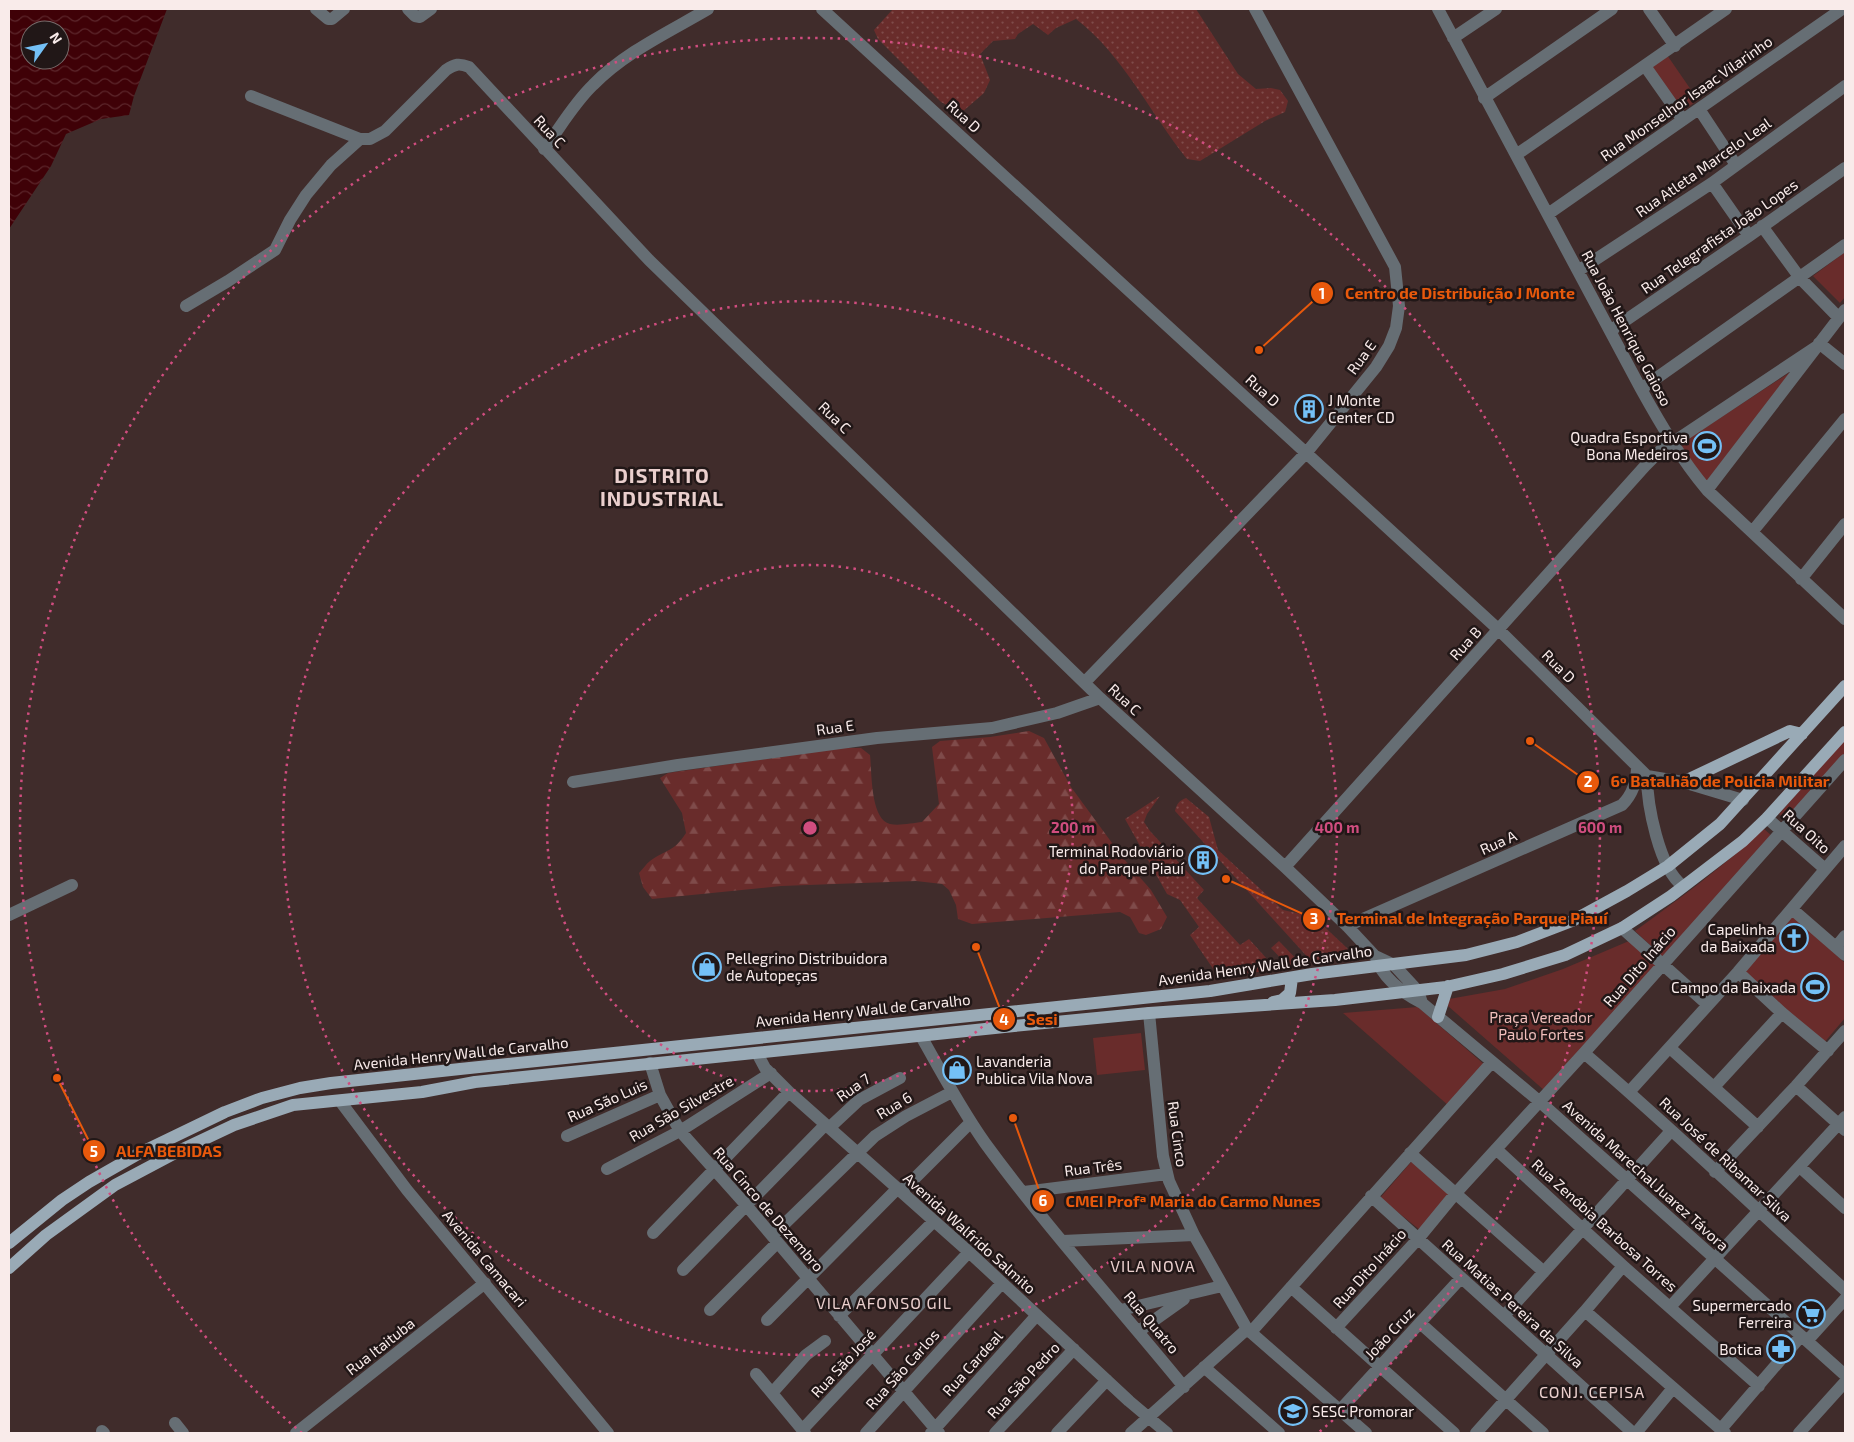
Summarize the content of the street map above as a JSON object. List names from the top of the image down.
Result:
{
  "streets": {
    "main road": ["Avenida Henry Wall de Carvalho"],
    "street": [
      "Rua Monselhor Isaac Vilarinho",
      "Rua D",
      "Rua C",
      "Rua Atleta Marcelo Leal",
      "Rua Telegrafista João Lopes",
      "Rua João Henrique Gaioso",
      "Rua E",
      "Rua B",
      "Rua Oito",
      "Rua A",
      "Rua Dito Inácio",
      "Rua 7",
      "Rua São Luis",
      "Rua 6",
      "Rua São Silvestre",
      "Rua Cinco",
      "Rua José de Ribamar Silva",
      "Rua Três",
      "Avenida Marechal Juarez Távora",
      "Rua Cinco de Dezembro",
      "Rua Zenóbia Barbosa Torres",
      "Avenida Walfrido Salmito",
      "Avenida Camacari",
      "Rua Matias Pereira da Silva",
      "Rua Quatro",
      "João Cruz",
      "Rua Itaituba",
      "Rua São José",
      "Rua Cardeal",
      "Rua São Carlos",
      "Rua São Pedro"
    ]
  },
  "crossings": [
    ["Rua Monselhor Isaac Vilarinho", "Rua João Henrique Gaioso"],
    ["Rua D", "Rua E"],
    ["Rua D", "Rua B"],
    ["Rua D", "Rua A"],
    ["Rua C", "Rua E"],
    ["Rua C", "Rua B"],
    ["Rua C", "Rua A"],
    ["Rua C", "Avenida Henry Wall de Carvalho"],
    ["Rua Atleta Marcelo Leal", "Rua João Henrique Gaioso"],
    ["Rua Telegrafista João Lopes", "Rua João Henrique Gaioso"],
    ["Rua João Henrique Gaioso", "Rua B"],
    ["Rua Oito", "Avenida Henry Wall de Carvalho"],
    ["Rua Oito", "Rua Dito Inácio"],
    ["Avenida Henry Wall de Carvalho", "Rua Cinco"],
    ["Avenida Henry Wall de Carvalho", "Avenida Marechal Juarez Távora"],
    ["Avenida Henry Wall de Carvalho", "Rua Cinco de Dezembro"],
    ["Avenida Henry Wall de Carvalho", "Avenida Walfrido Salmito"],
    ["Avenida Henry Wall de Carvalho", "Avenida Camacari"],
    ["Avenida Henry Wall de Carvalho", "Rua Quatro"],
    ["Rua Dito Inácio", "Rua José de Ribamar Silva"],
    ["Rua Dito Inácio", "Avenida Marechal Juarez Távora"],
    ["Rua Dito Inácio", "Rua Zenóbia Barbosa Torres"],
    ["Rua Dito Inácio", "Rua Matias Pereira da Silva"],
    ["Rua 7", "Rua Cinco de Dezembro"],
    ["Rua 7", "Avenida Walfrido Salmito"],
    ["Rua São Luis", "Rua Cinco de Dezembro"],
    ["Rua 6", "Rua Cinco de Dezembro"],
    ["Rua 6", "Avenida Walfrido Salmito"],
    ["Rua 6", "Rua Quatro"],
    ["Rua São Silvestre", "Rua Cinco de Dezembro"],
    ["Rua São Silvestre", "Avenida Walfrido Salmito"],
    ["Rua Cinco", "Rua Três"],
    ["Rua Cinco", "João Cruz"],
    ["Rua Três", "Rua Quatro"],
    ["Rua Cinco de Dezembro", "Rua São José"],
    ["Rua Cinco de Dezembro", "Rua Cardeal"],
    ["Rua Cinco de Dezembro", "Rua São Carlos"],
    ["Avenida Walfrido Salmito", "Rua São José"],
    ["Avenida Walfrido Salmito", "Rua Cardeal"],
    ["Avenida Walfrido Salmito", "Rua São Carlos"],
    ["Avenida Walfrido Salmito", "Rua São Pedro"],
    ["Avenida Camacari", "Rua Itaituba"],
    ["Rua Matias Pereira da Silva", "João Cruz"]
  ],
  "districts": [
    "DISTRITO INDUSTRIAL",
    "VILA NOVA",
    "VILA AFONSO GIL",
    "CONJ. CEPISA"
  ],
  "parks": ["Praça Vereador Paulo Fortes"],
  "places": {
    "other": [
      "Centro de Distribuição J Monte",
      "6º Batalhão de Policia Militar",
      "Terminal de Integração Parque Piauí",
      "Sesi",
      "ALFA BEBIDAS",
      "CMEI Profª Maria do Carmo Nunes"
    ],
    "building": ["J Monte Center CD", "Terminal Rodoviário do Parque Piauí"],
    "sports": ["Quadra Esportiva Bona Medeiros", "Campo da Baixada"],
    "church": ["Capelinha da Baixada"],
    "shop": ["Pellegrino Distribuidora de Autopeças", "Lavanderia Publica Vila Nova"],
    "supermarket": ["Supermercado Ferreira"],
    "pharmacy": ["Botica"],
    "school or university": ["SESC Promorar"]
  },
  "north": "top right",
  "rings": ["200 m", "400 m", "600 m"]
}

┄┄┄┄┄┄

**WHAT THE TASK REQUIRES**
Apply a filter for "Itaituba" to the entries and show each line that passes.

**ANSWER TO THIS TASK**
      "Rua Itaituba",
    ["Avenida Camacari", "Rua Itaituba"],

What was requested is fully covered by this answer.